At its core, Seven Days is about womanhood, sandwiched between a mother’s love for her children and an activist’s fight for political freedoms, neither of which our hero takes up lightly. Nonetheless, it still keeps Iran’s political system in mind, touching on the true-to-life sacrifices that women human rights activists face (at the film’s end, Ahadi includes a quote from Nobel Peace Prize laureate Narges Mohammadi, writing from the notorious Evin Prison). Rasoulof's script is remarkably feminist in its construction, even if such a premise can be found in every film about a woman choosing between her family and career or making a decision that prioritises her desires above all.

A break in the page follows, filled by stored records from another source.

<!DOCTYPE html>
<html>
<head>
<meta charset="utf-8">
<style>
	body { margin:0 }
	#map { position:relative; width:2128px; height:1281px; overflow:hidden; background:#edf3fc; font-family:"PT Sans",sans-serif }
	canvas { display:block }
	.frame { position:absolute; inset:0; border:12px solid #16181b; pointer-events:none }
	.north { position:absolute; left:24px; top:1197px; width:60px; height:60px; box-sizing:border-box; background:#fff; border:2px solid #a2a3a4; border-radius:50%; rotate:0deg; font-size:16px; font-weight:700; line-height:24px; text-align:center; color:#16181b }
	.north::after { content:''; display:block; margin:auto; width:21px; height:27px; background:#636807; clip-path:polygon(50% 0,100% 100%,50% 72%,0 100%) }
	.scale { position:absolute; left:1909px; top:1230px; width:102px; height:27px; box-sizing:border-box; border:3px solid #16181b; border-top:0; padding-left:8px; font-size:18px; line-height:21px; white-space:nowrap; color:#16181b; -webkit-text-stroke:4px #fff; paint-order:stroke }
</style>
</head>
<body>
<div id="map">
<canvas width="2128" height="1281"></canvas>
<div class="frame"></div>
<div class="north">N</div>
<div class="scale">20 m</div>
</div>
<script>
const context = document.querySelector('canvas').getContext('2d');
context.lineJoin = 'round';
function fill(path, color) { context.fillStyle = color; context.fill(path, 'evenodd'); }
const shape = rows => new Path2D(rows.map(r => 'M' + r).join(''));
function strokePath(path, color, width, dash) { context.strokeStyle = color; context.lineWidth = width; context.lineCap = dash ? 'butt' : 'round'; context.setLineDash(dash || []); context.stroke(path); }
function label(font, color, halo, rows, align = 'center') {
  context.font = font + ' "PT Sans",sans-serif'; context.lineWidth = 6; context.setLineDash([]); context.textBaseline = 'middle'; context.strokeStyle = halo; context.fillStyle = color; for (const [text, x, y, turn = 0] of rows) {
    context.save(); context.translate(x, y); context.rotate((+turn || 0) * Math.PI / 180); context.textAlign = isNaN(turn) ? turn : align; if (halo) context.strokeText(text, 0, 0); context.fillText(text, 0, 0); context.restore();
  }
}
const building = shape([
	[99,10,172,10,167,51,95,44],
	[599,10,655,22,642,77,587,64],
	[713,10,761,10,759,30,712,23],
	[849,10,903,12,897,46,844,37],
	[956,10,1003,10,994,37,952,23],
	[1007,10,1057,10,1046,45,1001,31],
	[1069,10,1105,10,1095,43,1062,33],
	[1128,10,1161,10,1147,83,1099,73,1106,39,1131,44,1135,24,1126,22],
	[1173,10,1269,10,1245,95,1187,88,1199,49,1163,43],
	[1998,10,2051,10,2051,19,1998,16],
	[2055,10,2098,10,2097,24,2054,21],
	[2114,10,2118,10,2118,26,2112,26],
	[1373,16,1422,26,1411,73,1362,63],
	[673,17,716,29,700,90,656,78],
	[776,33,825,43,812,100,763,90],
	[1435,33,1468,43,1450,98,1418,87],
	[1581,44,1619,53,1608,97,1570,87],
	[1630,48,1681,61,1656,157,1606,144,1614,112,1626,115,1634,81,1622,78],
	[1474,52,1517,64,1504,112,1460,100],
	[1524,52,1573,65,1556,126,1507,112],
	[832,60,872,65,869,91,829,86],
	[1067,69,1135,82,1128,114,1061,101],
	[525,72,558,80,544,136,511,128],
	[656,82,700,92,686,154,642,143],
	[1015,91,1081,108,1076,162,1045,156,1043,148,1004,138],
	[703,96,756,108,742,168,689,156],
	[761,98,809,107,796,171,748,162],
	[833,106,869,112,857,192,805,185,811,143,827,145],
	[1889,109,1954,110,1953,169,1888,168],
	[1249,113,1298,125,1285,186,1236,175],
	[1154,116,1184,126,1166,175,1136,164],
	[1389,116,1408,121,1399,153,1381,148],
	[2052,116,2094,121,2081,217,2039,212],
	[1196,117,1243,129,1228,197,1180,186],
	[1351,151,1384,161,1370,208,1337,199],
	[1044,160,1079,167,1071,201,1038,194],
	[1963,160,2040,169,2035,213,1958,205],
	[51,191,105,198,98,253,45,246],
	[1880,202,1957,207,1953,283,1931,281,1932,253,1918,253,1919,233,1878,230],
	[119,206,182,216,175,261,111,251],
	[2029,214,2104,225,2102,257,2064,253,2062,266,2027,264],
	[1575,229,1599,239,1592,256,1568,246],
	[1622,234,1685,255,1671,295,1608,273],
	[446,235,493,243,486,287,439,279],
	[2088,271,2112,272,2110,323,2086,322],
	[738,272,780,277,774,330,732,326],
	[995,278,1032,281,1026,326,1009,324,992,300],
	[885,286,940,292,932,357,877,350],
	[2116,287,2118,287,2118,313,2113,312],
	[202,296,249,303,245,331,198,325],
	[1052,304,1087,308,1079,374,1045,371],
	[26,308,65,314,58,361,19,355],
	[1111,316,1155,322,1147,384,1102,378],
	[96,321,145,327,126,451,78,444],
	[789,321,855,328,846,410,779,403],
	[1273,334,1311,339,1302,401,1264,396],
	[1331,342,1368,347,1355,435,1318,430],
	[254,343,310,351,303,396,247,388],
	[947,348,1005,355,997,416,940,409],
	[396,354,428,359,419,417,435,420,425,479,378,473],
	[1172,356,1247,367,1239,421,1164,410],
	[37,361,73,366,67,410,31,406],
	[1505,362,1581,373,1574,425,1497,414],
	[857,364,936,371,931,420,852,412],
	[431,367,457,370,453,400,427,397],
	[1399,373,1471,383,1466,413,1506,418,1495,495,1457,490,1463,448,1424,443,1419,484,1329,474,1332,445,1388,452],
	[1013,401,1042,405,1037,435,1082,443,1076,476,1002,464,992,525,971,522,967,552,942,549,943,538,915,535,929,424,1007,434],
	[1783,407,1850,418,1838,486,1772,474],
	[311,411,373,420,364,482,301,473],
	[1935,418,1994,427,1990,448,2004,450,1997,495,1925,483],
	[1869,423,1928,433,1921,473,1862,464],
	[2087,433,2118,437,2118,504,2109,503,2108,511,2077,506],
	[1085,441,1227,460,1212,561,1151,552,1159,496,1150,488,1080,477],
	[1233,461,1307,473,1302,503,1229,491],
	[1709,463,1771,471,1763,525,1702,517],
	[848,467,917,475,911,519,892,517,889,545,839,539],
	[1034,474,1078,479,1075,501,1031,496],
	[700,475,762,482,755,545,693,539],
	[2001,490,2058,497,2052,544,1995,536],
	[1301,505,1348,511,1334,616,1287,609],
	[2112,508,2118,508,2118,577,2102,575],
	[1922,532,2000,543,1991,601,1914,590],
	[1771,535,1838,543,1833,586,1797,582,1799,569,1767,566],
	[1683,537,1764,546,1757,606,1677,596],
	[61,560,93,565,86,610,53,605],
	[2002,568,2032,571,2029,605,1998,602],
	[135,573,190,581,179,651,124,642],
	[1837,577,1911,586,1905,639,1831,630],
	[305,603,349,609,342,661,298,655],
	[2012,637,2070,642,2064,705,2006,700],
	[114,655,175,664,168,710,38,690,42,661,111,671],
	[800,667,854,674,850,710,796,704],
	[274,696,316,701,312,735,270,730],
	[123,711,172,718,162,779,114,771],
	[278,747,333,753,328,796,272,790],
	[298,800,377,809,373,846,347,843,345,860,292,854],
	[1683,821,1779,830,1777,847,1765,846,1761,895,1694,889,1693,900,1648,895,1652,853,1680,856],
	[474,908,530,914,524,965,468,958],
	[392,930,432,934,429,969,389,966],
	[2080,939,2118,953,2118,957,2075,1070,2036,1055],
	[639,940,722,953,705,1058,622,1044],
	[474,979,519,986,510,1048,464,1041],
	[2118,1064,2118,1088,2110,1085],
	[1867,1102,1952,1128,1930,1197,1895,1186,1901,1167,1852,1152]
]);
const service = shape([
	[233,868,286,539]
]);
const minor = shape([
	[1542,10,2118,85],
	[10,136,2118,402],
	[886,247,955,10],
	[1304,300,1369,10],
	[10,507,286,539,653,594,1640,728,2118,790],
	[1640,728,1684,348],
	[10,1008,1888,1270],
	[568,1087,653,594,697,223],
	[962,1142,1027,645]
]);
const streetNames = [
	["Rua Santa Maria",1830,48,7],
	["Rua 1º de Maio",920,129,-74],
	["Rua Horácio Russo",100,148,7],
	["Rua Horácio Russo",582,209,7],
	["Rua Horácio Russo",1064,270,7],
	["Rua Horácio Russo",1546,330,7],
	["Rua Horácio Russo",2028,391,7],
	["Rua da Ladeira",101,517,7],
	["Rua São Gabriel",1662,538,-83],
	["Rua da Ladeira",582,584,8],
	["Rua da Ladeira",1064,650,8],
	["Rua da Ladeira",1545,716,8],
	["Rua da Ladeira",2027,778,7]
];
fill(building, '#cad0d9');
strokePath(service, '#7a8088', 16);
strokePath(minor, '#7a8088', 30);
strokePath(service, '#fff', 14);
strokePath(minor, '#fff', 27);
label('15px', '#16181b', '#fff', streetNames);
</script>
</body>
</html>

Seven Days confronts the idea that a woman has the right to choose what she believes is right for herself — as well as the innate gender biases that come with making a decision that does not socially conform. Although her friends urge her to leave as soon as possible, she deigns not leave her beloved country: “I am not sad — I am the world’s sorrow and a land is weeping in my chest,” Maryam recites. While it bears nationalist undertones in the idea that Iran is Maryam’s first love, characters also criticise the very concept of the nation-state (“A piece of land, encircled by a fictitious line called a border”).

With cinematography by Mathias Neumann, Ahadi's overly clean visuals and short conflict sequences overshadow the direness of our protagonist's plight. There is little cinematic risk-taking at play despite risks around Maryam’s every corner, and the film is particularly hindered by its pacing, which gives many sequences equal weight despite the emotional importance of some being greater than others. Despite the peril that she is very clearly in, tension seems to fall by the wayside, even if partly upheld by Asayesh's strong leading performance.

Seven Days is a German production by Brave New Work GmbH, and Goodfellas is managing international sales.